> **Problem to solve**:
Your answer must hold only the lines below from the line containing "M355,887L374,895L367,913L347,904Z" through the line containing "M136,919L153,928L151,932H130Z", each reproduced exactly.

> **Dataset records**:
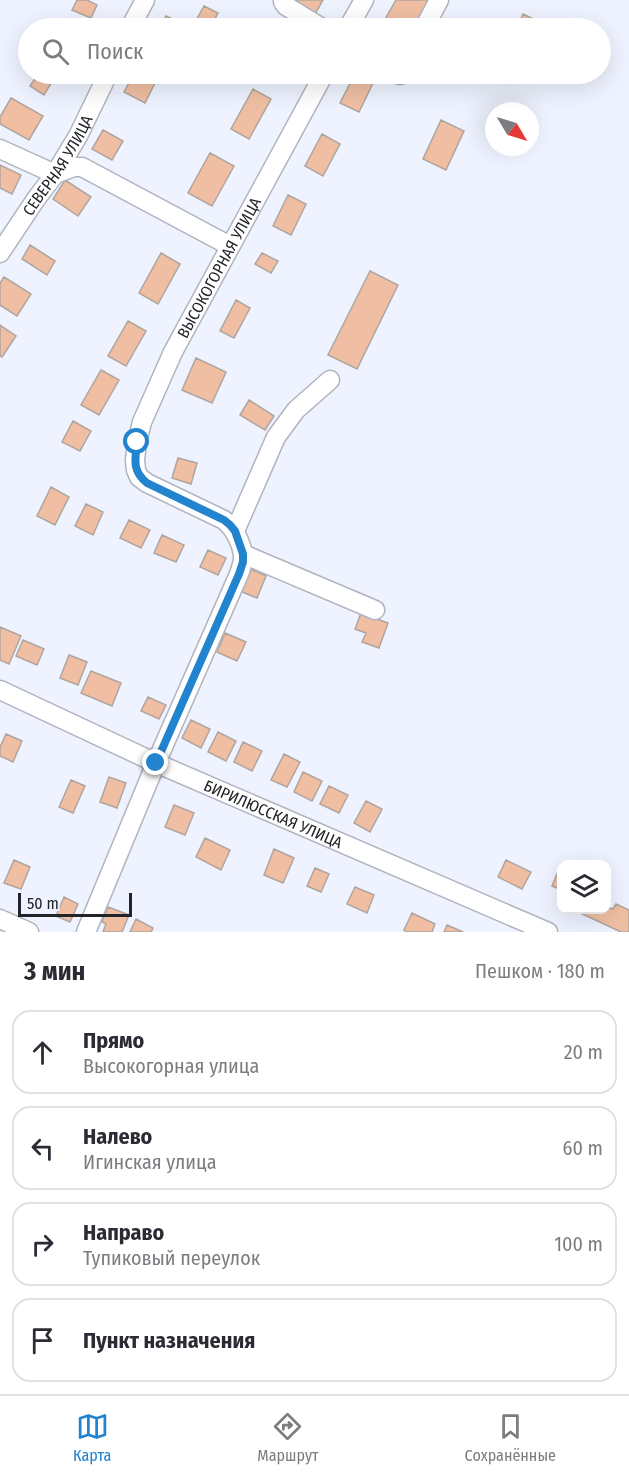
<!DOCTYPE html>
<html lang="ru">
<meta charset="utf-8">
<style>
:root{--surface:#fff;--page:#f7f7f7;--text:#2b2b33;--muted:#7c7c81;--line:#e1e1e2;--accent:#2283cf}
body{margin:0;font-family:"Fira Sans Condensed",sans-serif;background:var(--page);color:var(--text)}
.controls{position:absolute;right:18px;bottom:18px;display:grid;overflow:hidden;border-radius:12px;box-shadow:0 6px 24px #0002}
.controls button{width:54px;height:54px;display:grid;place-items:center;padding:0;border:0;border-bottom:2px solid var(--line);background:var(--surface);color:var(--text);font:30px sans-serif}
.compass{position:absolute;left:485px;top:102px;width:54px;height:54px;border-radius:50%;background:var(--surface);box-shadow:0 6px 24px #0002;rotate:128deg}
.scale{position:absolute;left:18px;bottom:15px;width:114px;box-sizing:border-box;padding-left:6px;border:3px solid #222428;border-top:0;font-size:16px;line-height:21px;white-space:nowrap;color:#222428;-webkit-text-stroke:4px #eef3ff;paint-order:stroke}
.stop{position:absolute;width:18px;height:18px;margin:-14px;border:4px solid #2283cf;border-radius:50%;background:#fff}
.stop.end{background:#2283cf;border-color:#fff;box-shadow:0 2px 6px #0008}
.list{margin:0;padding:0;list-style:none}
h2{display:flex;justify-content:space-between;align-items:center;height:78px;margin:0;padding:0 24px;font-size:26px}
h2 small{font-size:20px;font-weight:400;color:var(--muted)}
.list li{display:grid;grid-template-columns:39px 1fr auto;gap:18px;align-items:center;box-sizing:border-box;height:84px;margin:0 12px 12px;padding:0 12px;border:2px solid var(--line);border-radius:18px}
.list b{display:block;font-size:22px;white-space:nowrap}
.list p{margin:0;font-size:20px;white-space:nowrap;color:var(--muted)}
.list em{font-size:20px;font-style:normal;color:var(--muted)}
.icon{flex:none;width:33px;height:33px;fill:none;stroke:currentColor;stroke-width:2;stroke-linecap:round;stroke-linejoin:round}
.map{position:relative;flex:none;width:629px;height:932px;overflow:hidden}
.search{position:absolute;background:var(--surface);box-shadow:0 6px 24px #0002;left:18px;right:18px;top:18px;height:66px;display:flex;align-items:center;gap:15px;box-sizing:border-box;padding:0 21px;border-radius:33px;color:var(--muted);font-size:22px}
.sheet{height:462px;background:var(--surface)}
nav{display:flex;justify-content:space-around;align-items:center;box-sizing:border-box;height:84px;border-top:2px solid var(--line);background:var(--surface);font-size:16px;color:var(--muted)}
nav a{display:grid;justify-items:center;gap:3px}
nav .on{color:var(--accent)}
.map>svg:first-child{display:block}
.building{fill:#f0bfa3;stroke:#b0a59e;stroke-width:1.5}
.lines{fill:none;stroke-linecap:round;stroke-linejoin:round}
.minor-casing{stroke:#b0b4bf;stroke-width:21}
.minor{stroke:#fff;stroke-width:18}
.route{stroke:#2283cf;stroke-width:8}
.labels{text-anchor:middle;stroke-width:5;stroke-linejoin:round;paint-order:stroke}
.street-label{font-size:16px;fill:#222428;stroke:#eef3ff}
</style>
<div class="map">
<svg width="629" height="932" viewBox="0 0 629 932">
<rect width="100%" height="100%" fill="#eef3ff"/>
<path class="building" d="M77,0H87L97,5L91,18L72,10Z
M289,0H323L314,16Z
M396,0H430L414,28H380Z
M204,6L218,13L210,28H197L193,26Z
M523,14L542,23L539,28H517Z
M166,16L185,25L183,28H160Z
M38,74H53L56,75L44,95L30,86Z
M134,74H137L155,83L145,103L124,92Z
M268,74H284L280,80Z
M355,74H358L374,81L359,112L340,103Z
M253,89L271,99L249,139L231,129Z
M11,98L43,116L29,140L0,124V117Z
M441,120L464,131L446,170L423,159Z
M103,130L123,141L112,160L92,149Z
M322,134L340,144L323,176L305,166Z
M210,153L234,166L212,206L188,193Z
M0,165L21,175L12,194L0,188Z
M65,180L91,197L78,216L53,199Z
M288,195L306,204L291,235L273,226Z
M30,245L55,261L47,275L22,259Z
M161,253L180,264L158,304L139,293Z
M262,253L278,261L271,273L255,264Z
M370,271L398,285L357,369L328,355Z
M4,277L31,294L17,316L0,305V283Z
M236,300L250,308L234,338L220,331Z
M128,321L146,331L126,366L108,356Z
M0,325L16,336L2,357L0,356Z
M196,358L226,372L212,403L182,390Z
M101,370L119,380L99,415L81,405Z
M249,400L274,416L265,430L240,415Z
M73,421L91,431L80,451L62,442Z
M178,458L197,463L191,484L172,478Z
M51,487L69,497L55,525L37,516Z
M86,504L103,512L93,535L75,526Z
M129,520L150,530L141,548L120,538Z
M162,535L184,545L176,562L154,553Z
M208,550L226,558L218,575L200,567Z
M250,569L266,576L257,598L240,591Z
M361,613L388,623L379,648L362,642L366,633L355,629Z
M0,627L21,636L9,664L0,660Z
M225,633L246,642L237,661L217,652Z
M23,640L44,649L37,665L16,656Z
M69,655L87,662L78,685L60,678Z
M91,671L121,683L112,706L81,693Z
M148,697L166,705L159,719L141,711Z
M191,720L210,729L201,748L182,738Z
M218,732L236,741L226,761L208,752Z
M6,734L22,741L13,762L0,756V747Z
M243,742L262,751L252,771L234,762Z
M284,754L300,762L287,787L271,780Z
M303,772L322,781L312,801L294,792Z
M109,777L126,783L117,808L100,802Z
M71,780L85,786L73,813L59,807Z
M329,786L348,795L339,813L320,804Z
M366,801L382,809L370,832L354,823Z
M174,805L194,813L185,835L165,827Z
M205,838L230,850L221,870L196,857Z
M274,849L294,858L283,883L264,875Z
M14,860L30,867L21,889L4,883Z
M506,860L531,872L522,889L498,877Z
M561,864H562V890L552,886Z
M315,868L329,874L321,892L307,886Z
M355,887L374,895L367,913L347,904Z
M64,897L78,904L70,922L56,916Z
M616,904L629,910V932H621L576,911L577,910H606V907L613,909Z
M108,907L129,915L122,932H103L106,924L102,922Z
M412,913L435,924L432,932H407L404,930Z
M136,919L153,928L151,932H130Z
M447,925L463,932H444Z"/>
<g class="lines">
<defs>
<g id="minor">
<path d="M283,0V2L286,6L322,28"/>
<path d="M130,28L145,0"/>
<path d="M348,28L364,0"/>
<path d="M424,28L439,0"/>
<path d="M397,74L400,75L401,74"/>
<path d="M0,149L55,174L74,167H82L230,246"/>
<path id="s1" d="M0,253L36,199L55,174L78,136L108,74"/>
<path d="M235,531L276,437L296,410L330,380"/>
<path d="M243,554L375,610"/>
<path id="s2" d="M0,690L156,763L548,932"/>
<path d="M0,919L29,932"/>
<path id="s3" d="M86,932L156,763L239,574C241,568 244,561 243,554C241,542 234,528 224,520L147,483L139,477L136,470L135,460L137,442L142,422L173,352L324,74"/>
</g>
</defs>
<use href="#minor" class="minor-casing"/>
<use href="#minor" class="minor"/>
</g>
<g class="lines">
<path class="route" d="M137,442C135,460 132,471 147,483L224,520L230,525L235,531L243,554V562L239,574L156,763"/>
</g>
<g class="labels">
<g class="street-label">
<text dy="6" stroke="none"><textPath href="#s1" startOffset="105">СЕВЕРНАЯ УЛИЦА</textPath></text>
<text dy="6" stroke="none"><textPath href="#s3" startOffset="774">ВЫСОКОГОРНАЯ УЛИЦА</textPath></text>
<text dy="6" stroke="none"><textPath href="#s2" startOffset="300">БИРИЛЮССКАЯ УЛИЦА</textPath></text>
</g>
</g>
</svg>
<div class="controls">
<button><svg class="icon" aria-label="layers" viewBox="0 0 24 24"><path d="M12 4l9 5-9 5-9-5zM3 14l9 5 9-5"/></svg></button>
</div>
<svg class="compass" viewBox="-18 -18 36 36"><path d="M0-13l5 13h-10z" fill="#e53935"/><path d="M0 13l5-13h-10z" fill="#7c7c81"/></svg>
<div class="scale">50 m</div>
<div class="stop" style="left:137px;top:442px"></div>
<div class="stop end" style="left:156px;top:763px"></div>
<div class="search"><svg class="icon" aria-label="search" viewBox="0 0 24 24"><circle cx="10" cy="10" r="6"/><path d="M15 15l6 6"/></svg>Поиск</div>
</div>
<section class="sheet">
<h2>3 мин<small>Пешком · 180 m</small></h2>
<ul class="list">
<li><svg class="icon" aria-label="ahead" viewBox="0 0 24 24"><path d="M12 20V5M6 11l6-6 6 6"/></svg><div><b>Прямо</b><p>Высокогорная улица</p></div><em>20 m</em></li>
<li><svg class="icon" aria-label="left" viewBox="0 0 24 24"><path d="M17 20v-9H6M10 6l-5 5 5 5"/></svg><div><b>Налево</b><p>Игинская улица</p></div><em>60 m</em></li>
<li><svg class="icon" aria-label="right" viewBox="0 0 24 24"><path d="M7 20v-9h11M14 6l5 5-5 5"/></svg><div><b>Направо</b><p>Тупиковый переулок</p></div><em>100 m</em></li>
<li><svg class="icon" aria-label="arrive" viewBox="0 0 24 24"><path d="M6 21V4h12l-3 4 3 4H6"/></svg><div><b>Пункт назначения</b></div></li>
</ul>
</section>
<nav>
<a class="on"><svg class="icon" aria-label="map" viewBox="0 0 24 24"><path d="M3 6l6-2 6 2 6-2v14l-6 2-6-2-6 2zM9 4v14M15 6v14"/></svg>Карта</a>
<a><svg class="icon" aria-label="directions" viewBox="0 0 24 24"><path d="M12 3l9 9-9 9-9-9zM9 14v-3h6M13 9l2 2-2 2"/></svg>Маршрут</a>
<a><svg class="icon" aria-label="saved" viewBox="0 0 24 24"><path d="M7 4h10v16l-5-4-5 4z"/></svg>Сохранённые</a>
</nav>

> **Answer below**:
M355,887L374,895L367,913L347,904Z
M64,897L78,904L70,922L56,916Z
M616,904L629,910V932H621L576,911L577,910H606V907L613,909Z
M108,907L129,915L122,932H103L106,924L102,922Z
M412,913L435,924L432,932H407L404,930Z
M136,919L153,928L151,932H130Z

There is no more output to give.